Figure 2: Schematic representation of phosphate 4-pool kinetics. This model summarizes the complicated interplay among intravascular, interstitial and intercellular compartments that influence both phosphate mobilization to and phosphate removal from the intravascular compartment in normal renal function (A) as well as dialysis (B) subjects. Although it is uncleare the exact location, it has been postulated the existence of 2 other pools of phosphate in equilibrium with the extracellular one to compensate for phosphate removal and prevent excessive phosphate concentration in the extracellular and intracellular compartment. Adapted from Kuhlmann Hemodial Int 2006 10: 338-345 [7].

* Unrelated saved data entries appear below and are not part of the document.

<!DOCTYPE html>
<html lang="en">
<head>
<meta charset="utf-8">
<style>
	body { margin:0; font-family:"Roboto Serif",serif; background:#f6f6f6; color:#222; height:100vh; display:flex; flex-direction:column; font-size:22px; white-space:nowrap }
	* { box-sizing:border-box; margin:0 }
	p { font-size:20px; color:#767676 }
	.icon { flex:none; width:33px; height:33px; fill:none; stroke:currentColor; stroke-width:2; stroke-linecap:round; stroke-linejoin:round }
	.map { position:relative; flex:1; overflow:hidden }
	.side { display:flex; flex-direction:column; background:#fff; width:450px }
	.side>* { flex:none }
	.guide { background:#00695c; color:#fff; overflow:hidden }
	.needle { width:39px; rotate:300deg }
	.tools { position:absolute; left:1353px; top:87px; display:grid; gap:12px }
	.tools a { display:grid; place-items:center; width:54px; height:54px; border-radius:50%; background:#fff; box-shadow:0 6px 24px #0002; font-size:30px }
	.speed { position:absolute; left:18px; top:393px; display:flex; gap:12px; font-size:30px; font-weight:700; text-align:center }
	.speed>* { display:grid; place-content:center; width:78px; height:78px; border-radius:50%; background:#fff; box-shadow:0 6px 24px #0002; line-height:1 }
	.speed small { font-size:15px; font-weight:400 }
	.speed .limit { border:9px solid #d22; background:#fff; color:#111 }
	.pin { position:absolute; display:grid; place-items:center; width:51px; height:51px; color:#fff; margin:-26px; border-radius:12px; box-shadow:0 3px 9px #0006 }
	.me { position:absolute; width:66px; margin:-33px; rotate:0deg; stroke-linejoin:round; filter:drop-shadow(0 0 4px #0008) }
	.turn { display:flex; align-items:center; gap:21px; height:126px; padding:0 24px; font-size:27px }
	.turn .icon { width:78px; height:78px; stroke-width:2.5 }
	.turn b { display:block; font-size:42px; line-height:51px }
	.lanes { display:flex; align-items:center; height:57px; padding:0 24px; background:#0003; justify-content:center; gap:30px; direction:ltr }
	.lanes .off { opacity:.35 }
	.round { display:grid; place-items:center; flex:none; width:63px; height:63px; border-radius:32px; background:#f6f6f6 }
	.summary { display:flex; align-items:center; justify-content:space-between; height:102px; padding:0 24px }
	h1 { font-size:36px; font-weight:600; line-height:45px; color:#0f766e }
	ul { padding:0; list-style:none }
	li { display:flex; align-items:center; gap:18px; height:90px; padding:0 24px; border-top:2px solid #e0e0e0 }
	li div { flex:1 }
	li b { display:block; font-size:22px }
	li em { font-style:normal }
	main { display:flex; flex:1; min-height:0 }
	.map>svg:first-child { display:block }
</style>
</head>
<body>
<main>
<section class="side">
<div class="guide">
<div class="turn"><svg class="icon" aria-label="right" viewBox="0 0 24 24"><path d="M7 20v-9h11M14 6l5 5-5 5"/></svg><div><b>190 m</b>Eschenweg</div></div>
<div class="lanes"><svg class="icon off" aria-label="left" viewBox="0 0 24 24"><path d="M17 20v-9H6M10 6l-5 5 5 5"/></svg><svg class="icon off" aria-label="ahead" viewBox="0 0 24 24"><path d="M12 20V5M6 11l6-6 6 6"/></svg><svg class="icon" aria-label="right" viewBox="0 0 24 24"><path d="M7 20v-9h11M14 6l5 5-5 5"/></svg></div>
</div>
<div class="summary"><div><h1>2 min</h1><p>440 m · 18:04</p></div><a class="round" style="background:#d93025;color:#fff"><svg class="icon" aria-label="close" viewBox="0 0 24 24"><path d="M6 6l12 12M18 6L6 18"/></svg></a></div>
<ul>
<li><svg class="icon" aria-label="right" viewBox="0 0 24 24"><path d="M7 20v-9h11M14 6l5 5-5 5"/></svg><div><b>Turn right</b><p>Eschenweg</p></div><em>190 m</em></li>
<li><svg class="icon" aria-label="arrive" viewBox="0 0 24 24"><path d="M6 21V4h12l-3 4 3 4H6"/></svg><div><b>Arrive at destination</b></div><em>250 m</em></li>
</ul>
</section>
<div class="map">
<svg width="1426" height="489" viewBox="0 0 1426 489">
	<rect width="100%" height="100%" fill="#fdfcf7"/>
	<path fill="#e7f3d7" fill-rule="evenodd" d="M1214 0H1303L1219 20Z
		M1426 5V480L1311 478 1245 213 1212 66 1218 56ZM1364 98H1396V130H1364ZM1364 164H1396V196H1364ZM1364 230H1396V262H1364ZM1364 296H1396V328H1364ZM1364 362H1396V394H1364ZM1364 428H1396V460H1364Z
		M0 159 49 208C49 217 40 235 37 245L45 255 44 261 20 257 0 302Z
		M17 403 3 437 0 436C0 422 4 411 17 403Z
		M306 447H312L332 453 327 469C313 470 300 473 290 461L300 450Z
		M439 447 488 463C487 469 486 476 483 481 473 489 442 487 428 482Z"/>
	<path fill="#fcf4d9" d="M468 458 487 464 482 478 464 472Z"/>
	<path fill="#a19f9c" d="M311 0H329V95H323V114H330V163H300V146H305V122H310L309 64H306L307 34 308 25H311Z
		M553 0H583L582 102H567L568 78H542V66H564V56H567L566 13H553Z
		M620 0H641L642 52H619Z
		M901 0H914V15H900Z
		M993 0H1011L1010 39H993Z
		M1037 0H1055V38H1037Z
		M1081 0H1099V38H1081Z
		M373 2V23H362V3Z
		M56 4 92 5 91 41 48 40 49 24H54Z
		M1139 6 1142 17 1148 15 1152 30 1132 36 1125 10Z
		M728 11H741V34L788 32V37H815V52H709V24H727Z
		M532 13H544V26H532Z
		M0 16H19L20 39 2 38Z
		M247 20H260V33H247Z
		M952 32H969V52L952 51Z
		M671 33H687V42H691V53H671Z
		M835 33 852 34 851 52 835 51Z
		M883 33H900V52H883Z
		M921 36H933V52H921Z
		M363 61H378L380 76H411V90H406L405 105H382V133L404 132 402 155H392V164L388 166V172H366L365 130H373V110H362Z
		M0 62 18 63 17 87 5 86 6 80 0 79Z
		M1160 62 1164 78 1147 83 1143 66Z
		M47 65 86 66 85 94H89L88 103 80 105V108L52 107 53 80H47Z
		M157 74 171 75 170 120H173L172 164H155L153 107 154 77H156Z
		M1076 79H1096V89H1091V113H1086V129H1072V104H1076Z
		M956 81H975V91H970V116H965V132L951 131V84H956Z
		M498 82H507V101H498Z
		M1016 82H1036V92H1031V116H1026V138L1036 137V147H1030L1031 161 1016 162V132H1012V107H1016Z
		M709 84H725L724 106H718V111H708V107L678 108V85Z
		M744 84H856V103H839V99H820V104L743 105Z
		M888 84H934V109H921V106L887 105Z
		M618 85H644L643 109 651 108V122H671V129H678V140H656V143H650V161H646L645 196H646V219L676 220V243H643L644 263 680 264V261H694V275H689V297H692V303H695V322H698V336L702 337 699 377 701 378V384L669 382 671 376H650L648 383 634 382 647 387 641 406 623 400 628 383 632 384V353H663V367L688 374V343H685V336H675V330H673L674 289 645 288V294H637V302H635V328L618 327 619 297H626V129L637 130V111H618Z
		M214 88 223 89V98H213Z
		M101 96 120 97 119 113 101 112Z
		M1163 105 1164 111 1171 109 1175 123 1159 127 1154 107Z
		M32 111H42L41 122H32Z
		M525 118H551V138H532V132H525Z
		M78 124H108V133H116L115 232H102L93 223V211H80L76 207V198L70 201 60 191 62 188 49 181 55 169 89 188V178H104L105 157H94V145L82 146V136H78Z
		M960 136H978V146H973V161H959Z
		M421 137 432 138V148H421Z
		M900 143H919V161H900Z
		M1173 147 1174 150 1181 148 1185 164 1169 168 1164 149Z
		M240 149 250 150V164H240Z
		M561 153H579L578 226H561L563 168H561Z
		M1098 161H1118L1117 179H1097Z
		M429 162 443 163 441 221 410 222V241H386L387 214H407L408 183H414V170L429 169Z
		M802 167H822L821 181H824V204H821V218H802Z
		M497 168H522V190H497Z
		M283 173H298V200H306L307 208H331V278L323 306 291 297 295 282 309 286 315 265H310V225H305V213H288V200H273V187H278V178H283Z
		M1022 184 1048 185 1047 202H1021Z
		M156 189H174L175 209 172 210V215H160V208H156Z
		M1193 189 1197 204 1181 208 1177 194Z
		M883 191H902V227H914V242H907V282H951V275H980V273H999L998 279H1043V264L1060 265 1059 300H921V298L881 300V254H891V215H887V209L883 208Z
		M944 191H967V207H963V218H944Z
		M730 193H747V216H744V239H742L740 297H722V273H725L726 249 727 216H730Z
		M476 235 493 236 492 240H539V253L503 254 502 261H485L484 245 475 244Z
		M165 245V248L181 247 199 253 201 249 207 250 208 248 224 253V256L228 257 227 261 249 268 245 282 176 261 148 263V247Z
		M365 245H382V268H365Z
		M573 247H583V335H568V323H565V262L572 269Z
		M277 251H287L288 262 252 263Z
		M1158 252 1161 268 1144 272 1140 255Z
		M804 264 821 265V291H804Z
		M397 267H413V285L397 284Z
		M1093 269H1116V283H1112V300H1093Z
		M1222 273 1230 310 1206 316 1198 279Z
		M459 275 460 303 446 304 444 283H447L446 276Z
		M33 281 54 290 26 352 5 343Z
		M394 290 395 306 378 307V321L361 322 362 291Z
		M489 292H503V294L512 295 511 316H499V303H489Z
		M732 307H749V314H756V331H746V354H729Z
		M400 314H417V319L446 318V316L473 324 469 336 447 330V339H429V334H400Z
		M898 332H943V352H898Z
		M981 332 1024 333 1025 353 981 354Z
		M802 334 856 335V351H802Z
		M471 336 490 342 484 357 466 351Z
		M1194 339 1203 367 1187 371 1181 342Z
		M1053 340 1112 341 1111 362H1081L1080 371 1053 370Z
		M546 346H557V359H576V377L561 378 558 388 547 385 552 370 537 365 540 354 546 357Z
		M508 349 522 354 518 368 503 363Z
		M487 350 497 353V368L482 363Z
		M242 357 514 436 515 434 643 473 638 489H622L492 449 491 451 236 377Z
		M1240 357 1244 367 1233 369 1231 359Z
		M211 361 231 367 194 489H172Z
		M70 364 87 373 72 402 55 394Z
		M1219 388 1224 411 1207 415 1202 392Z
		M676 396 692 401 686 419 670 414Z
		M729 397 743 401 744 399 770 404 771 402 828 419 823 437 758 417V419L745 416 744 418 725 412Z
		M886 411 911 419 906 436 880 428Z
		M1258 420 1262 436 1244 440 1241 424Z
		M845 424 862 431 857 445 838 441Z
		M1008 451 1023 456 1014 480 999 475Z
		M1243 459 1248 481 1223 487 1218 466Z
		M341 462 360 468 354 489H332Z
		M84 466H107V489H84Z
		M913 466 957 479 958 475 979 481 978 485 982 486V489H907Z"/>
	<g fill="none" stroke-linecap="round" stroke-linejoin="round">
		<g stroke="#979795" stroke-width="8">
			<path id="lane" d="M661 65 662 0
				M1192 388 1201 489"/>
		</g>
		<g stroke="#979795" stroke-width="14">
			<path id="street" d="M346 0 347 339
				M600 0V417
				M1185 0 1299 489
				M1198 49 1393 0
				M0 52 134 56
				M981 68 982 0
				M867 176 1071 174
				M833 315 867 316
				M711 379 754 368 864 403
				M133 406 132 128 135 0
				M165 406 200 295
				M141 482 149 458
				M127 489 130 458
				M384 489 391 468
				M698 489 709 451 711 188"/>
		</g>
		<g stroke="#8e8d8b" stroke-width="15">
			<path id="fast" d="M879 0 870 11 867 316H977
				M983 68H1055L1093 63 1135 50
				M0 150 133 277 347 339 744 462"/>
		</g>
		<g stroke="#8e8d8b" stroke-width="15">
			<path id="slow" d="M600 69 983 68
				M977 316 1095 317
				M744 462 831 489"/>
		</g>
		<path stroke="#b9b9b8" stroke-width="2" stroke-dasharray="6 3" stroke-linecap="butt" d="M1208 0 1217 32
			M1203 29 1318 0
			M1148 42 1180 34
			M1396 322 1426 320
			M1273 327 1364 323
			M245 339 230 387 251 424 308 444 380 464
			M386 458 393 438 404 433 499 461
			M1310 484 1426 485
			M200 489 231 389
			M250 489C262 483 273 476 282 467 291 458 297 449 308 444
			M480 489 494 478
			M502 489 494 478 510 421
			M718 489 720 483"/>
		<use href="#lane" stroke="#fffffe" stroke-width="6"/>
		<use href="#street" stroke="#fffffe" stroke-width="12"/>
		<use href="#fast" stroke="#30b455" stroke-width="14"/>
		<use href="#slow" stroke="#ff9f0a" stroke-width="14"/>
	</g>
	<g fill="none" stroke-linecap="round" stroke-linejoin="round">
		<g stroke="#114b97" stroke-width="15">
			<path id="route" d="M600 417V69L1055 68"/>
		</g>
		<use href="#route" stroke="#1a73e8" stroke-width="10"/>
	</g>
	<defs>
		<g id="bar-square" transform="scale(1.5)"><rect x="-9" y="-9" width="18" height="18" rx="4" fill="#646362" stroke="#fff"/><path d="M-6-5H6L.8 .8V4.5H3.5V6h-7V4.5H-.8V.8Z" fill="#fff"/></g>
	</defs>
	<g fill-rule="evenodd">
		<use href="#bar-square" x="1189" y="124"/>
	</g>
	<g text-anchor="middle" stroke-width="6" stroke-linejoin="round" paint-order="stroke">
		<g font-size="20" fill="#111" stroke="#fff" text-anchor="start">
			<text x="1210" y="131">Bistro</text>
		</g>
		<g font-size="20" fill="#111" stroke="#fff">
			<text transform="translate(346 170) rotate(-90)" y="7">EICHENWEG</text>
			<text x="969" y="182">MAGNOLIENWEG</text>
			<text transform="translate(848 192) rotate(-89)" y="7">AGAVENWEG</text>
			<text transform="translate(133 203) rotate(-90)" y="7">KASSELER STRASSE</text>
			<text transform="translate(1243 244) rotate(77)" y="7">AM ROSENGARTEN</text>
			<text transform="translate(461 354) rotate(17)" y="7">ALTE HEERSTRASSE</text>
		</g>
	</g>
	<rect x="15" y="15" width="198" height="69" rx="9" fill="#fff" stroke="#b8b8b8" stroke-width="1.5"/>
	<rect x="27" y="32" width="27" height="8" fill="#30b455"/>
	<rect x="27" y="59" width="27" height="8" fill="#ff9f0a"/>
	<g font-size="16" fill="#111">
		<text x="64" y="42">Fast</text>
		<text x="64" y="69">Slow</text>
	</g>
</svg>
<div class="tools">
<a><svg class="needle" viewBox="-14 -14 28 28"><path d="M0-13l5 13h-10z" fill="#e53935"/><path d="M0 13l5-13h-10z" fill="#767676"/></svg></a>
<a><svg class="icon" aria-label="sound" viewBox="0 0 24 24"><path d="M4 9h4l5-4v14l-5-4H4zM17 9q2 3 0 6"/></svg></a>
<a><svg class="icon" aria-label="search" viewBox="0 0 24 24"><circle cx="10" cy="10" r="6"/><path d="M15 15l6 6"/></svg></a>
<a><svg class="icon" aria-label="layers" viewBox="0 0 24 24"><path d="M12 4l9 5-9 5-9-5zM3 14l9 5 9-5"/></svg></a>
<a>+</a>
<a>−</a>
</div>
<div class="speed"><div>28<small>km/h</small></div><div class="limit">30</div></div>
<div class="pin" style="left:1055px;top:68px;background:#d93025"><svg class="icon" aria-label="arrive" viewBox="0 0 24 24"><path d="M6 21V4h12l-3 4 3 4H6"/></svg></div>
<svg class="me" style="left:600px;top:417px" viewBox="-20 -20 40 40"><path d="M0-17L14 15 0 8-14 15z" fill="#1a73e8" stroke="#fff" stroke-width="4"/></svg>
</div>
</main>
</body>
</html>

In a cohort of 100 patients with CKD and serum phosphate level of phosphate greater than 6.0mg/dl, administration of a calcium free vs calcium containing phosphate binder was associated with a significant improvement in endothelial dysfunction [4]. In another small RCT of 239 subjects with CKD stage 3-4 (mean serum phosphate level at study inception 4.8(1.3) mg/dl), Di Iorio et al. [19] showed a significant reduction in CKD progression as well as all-cause mortality among patients treated with sevelamer Vs calcium carbonate. While these studies lack of a placebo arm that precludes any definitive conclusion, they show that in subject with sign of phosphate imbalances such as hyperphosphatemia, phosphate modulation in CKD may favorably impact renal as well as allcause survival.In summary, current evidence suggests that chronic exposure to positive phosphate balance especially in the setting of impaired renal function may result in several unwanted effects that ultimately may contribute to the poor survival observed in CKD subjects. Although we lack of reliable markers of phosphate balance and serum levels are only poorly correlated with it, experimental data suggest that treating subjects with overt hyperphosphatemia (i.e. a sign of chronic exposure to positive balance) may impact surrogate as well as hard outcome. Future endeavors are required to identify more accurate biomarkers of phosphate balance as well as to elucidate the role of phosphate control in CKD patient management.